» **Task item**
A bare count is the expected answer, namely the number of lines in the records that have the word "data".

» **Supplied records**

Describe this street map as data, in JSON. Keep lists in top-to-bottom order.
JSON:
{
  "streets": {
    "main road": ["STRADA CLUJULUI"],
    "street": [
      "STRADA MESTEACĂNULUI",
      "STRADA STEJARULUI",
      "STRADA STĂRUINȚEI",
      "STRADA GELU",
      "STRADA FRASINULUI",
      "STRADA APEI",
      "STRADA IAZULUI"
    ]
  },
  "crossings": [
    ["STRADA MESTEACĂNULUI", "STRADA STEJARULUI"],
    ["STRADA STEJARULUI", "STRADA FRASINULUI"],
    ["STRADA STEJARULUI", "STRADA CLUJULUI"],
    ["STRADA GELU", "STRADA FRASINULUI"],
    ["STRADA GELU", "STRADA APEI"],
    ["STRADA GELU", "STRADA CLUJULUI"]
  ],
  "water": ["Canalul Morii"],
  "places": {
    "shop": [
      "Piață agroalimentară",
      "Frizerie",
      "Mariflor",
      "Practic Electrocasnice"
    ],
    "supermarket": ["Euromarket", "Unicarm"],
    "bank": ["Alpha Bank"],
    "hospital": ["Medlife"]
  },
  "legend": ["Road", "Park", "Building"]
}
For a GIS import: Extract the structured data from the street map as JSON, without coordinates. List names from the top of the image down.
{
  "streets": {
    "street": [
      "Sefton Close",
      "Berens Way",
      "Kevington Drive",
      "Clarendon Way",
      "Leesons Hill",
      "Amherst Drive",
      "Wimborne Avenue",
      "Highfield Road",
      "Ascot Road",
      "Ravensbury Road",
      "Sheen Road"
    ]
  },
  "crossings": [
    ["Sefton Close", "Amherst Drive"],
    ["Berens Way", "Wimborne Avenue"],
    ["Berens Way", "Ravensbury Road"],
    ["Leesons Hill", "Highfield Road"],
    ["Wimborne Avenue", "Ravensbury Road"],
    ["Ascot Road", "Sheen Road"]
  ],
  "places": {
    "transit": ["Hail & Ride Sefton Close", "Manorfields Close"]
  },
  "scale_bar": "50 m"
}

» **The answer**
2